Tek-Tips is the largest IT community on the Internet today!

Members share and learn making Tek-Tips Forums the best source of peer-reviewed technical information on the Internet!

  • Congratulations Mike Lewis on being selected by the Tek-Tips community for having the most helpful posts in the forums last week. Way to Go!

Conditional Formatting 1

Status
Not open for further replies.

mstrcmtr

Programmer
Nov 14, 2007
103
PK
How can Format a Numeric Field Format Expression on condition in report

e.g.

iif(lnFrmt = 1 , 99,99,99,99,999.99 , 999,999,999,999.99 )
 
Hello,

There was once a client had the similar requirement. What I did was to put two (2) field objects with the same expression (containing same field). One field have the the first format and the other field the other format. Then I put the condition in the "Print when..." in the first field and the NOT condition in the other field's "Print when...".

Maybe others will have a better idea.

kilroy [knight]
philippines

"Once a king, always a king. But being a knight is more than enough."
 
Putting two fields on top of each other may sound like a good idea, but it's a PITA to maintain. Bad idea!!!

I showed the "correct" solution on Foxite.
 
Putting two fields on top of each other may sound like a good idea, but it's a PITA to maintain.

I've never found this to be too much of a problem. But I suppose if you have a large number of fields that you want to treat that way, it could become tricky.
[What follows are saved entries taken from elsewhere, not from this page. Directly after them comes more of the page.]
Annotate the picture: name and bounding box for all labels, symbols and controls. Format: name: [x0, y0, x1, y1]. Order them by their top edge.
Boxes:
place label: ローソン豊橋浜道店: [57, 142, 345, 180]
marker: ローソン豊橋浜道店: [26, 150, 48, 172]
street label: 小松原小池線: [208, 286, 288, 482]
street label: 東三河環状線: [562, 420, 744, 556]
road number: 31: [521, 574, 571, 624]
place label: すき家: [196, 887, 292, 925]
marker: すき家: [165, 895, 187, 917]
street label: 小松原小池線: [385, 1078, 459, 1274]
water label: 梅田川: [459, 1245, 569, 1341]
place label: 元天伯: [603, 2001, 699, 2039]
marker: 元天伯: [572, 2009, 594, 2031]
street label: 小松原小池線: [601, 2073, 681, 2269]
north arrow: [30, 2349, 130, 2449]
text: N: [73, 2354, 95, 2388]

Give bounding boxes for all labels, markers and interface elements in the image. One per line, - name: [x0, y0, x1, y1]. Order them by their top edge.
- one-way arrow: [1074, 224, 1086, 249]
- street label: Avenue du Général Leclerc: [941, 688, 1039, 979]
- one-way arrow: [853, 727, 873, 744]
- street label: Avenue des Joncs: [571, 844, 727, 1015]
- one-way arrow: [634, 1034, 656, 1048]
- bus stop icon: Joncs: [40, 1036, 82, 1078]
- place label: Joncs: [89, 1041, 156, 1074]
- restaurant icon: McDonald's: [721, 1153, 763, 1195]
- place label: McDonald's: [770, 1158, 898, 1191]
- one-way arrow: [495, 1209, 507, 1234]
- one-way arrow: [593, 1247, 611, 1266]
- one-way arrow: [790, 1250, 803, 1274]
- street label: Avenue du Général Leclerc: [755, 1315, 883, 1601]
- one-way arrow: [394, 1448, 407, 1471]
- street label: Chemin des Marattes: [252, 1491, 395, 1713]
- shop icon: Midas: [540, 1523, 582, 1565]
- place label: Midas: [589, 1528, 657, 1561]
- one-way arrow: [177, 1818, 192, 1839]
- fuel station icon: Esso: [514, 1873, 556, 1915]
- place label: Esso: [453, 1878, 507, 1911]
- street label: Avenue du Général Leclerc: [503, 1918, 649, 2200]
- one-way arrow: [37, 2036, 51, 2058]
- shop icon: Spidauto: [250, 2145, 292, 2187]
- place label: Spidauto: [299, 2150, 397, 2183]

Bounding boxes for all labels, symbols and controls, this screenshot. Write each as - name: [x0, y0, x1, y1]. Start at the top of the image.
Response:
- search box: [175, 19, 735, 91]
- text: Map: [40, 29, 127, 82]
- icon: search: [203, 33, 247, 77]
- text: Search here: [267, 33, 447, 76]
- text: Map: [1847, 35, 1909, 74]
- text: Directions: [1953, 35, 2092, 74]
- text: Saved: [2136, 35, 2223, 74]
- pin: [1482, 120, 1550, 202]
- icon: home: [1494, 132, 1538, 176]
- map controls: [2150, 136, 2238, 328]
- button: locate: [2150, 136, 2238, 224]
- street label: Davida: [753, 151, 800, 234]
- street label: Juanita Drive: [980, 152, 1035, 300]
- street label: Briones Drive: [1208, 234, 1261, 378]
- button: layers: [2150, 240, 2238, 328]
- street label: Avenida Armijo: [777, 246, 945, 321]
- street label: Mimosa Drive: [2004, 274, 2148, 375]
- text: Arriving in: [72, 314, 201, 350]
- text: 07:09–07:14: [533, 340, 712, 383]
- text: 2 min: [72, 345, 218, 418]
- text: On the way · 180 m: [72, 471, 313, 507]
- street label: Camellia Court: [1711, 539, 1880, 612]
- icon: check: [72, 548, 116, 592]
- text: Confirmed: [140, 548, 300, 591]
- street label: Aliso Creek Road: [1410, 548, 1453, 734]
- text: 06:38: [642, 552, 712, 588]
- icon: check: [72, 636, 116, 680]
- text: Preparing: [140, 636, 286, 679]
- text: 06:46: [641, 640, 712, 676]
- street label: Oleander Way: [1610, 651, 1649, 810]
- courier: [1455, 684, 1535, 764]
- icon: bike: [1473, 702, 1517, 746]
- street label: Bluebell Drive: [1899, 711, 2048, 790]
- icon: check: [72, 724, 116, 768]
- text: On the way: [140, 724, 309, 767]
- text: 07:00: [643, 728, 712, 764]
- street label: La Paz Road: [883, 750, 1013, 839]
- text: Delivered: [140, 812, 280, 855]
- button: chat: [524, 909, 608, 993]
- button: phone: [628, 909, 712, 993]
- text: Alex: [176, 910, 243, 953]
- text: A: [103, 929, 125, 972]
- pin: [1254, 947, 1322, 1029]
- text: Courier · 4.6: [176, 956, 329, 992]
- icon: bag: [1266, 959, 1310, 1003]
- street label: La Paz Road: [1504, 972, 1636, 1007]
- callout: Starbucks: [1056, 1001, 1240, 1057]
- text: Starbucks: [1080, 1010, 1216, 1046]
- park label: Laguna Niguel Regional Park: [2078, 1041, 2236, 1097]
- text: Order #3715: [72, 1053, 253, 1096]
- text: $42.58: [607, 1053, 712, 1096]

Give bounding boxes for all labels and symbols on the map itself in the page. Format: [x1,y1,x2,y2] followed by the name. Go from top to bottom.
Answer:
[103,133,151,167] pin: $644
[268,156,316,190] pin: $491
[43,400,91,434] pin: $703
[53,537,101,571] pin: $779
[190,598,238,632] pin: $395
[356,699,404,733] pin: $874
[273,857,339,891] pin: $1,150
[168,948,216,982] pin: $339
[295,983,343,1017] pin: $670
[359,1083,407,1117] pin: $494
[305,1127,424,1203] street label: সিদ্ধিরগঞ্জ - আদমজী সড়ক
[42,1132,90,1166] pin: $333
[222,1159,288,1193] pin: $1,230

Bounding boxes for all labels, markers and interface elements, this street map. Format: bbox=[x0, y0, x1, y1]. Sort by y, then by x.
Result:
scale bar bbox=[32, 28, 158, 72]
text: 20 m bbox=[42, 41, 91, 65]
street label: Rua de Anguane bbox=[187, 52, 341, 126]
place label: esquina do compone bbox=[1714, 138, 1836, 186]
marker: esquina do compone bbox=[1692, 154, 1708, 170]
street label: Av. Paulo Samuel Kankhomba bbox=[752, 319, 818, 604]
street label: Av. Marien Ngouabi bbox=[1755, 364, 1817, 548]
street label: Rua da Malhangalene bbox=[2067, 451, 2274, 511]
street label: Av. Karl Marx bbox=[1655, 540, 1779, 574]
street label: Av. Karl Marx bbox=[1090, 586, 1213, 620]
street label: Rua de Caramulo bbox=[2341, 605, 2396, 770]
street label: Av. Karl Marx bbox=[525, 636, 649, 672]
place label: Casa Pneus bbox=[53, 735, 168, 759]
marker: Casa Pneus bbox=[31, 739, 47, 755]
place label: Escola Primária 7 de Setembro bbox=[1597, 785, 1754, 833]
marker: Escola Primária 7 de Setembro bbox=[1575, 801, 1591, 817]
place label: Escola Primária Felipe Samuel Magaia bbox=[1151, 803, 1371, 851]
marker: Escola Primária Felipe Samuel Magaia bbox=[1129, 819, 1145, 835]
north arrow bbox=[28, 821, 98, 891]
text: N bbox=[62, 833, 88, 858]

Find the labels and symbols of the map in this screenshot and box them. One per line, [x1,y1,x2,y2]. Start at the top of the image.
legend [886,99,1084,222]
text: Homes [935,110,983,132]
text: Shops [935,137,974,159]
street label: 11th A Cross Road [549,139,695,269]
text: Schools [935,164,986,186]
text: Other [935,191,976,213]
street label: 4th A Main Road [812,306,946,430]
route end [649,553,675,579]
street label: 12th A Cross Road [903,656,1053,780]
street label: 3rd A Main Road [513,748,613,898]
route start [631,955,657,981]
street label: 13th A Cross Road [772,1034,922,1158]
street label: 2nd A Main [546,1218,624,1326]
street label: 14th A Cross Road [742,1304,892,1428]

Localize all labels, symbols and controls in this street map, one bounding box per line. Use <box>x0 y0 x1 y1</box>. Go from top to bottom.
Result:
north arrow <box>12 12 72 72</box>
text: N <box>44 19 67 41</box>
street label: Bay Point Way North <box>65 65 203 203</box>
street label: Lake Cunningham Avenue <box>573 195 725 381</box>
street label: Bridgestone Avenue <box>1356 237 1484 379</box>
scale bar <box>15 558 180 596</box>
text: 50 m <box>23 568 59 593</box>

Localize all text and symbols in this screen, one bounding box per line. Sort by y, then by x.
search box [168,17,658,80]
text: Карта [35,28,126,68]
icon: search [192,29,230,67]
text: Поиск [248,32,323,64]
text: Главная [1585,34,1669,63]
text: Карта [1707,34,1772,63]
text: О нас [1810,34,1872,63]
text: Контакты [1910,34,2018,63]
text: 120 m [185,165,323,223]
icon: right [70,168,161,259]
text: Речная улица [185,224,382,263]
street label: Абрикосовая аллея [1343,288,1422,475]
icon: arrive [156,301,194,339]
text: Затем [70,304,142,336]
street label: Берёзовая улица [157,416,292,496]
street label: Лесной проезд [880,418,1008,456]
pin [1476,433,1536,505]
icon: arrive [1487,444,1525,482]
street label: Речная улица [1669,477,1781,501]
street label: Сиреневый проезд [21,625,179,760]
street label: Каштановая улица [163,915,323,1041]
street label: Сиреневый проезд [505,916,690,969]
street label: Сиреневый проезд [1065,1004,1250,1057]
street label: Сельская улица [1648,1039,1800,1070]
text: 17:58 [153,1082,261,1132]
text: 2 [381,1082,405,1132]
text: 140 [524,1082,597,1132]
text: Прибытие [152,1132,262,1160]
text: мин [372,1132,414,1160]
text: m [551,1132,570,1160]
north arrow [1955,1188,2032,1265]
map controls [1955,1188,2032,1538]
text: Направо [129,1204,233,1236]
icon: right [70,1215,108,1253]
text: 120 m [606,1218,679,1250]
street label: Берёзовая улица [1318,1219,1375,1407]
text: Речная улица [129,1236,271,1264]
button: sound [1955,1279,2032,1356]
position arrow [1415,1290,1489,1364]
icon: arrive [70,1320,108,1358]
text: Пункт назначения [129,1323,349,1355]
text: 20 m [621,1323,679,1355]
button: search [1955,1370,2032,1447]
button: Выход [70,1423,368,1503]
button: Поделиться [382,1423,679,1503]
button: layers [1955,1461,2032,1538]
Another option would be to use a single (character) field, and to set its expression to:

[tt]IIF(lnFrmt = 1, TRANSFORM(NumField, "99,99,99,99,999.99"), TRANSFORM(NumField, "999,999,999,999.99"))[/tt]

Mike

__________________________________
Mike Lewis (Edinburgh, Scotland)

Visual FoxPro articles, tips and downloads
 
They don't have to be literally 'on top' of one another, just duplicate the detail line, using 'print when'
and set the line not to print if blank.


Regards

Griff
Keep [Smile]ing

There are 10 kinds of people in the world, those who understand binary and those who don't.

I'm trying to cut down on the use of shrieks (exclamation marks), I'm told they are not good for you.
 
First of all, a comma (',') is not part of a number. It is a Character that is used to clarify the reading of a number.

So you would first need to consider changing how the number is represented on a Report.

A Report Form can accept a Number, optionally work on it (such as summarize numbers, etc) and print it.
Or it can accept Characters. These characters may look like a Number or not, but they are Characters.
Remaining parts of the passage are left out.